A few weeks back I spent one day and night at Wallett’s Court, a luxury spa hotel sat, perched upon the white cliffs of the Kent coast. It is the most wonderful and necessary setting often forgotten amongst the concrete streets and plastic houses of London – and any other city for that matter. A short train journey and all immediate concerns are detached, removed and then left at the gates to this 300 year old cottage. Super.

The intention of my visit was to write and photograph a food feature for The Weekender, a Kent based freemium. Wallett’s Court offers foraging courses and it was to be a day out rummaging through the ‘garden of England’, clay pigeon shooting and ‘tasting’  –  as well as the jacuzzi, sauna and enormous wide-screen TV in my room.

It was, however, still mid-February, blowing a gale, and a little nippy.

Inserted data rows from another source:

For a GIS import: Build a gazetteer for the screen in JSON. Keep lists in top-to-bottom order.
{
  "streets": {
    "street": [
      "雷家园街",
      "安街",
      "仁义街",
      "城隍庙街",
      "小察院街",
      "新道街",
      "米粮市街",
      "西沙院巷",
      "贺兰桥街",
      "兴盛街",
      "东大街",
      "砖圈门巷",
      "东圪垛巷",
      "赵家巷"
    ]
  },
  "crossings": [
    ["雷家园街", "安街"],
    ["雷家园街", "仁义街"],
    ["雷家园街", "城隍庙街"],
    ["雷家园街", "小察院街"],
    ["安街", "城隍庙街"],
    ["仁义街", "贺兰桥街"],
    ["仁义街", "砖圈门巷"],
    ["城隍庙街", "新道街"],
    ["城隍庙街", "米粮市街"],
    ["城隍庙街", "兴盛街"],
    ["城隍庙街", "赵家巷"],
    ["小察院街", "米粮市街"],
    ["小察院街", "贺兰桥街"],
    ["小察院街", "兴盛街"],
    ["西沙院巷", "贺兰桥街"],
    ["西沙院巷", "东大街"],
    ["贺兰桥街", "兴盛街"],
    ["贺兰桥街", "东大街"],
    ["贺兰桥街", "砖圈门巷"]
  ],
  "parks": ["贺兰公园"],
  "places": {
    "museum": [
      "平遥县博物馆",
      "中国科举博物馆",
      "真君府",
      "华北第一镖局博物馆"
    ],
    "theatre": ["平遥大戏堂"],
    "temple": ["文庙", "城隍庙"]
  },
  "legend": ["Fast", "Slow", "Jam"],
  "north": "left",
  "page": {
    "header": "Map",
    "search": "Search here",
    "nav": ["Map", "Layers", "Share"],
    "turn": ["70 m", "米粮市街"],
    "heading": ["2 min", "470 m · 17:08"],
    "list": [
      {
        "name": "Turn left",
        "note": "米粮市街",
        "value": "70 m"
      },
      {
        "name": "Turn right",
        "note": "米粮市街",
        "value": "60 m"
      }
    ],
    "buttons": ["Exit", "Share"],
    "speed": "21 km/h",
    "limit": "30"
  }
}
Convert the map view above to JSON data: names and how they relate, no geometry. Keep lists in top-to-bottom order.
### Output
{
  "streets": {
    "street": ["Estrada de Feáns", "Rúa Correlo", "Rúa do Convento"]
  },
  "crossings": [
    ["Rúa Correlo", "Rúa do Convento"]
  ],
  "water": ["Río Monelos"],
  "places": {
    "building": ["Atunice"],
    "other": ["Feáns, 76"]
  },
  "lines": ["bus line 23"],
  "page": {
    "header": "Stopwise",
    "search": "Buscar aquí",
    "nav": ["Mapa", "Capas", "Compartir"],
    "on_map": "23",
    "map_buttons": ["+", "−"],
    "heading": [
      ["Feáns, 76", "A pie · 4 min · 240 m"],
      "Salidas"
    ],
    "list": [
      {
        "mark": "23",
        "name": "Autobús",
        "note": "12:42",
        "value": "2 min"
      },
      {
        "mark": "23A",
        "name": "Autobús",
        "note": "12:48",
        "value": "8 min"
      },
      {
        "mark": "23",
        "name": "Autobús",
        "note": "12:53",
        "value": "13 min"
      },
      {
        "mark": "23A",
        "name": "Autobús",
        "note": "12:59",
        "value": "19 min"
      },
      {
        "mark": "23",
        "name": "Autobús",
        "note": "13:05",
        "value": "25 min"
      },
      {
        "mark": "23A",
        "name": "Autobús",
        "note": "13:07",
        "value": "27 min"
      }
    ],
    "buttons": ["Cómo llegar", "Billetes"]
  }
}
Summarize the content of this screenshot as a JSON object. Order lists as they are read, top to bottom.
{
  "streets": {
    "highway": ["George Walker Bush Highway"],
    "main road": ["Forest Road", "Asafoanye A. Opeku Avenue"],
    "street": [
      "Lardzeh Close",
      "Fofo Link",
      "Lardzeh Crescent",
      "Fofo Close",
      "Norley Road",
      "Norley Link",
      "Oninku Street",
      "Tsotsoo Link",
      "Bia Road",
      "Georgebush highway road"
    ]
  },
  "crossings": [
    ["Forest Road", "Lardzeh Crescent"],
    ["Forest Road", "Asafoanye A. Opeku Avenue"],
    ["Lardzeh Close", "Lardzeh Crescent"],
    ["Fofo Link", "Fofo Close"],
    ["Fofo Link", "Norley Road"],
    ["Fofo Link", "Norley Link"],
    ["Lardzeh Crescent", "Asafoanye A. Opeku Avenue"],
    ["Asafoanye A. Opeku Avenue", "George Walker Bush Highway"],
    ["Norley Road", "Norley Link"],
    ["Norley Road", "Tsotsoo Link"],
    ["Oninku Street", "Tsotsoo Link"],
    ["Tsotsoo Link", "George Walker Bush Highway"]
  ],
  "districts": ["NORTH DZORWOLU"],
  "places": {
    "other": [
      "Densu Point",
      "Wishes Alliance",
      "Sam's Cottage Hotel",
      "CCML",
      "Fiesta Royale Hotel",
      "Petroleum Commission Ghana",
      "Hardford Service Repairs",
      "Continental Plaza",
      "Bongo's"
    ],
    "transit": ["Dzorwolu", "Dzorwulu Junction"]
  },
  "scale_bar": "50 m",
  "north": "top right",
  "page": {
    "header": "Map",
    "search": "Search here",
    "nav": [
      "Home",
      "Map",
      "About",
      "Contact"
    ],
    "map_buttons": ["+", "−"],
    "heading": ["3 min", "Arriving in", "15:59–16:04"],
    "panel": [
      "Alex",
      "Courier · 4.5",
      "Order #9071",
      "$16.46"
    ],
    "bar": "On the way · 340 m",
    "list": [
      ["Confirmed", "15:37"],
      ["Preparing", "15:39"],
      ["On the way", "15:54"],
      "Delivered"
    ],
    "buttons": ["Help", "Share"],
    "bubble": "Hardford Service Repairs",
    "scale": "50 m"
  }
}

There wasn’t too much to forage either.

That said, Spring and Summer are the best seasons to get out and by all accounts extraordinarily fruitful.

I’d recommend it to anyone who enjoys walking – and then eating.

Ancient Roman pottery is found everywhere. The many years of ploughing have turned it out of the ground where it can easily be seen

Hedges like this offer great foraging opportunities - once you've been told what to look for!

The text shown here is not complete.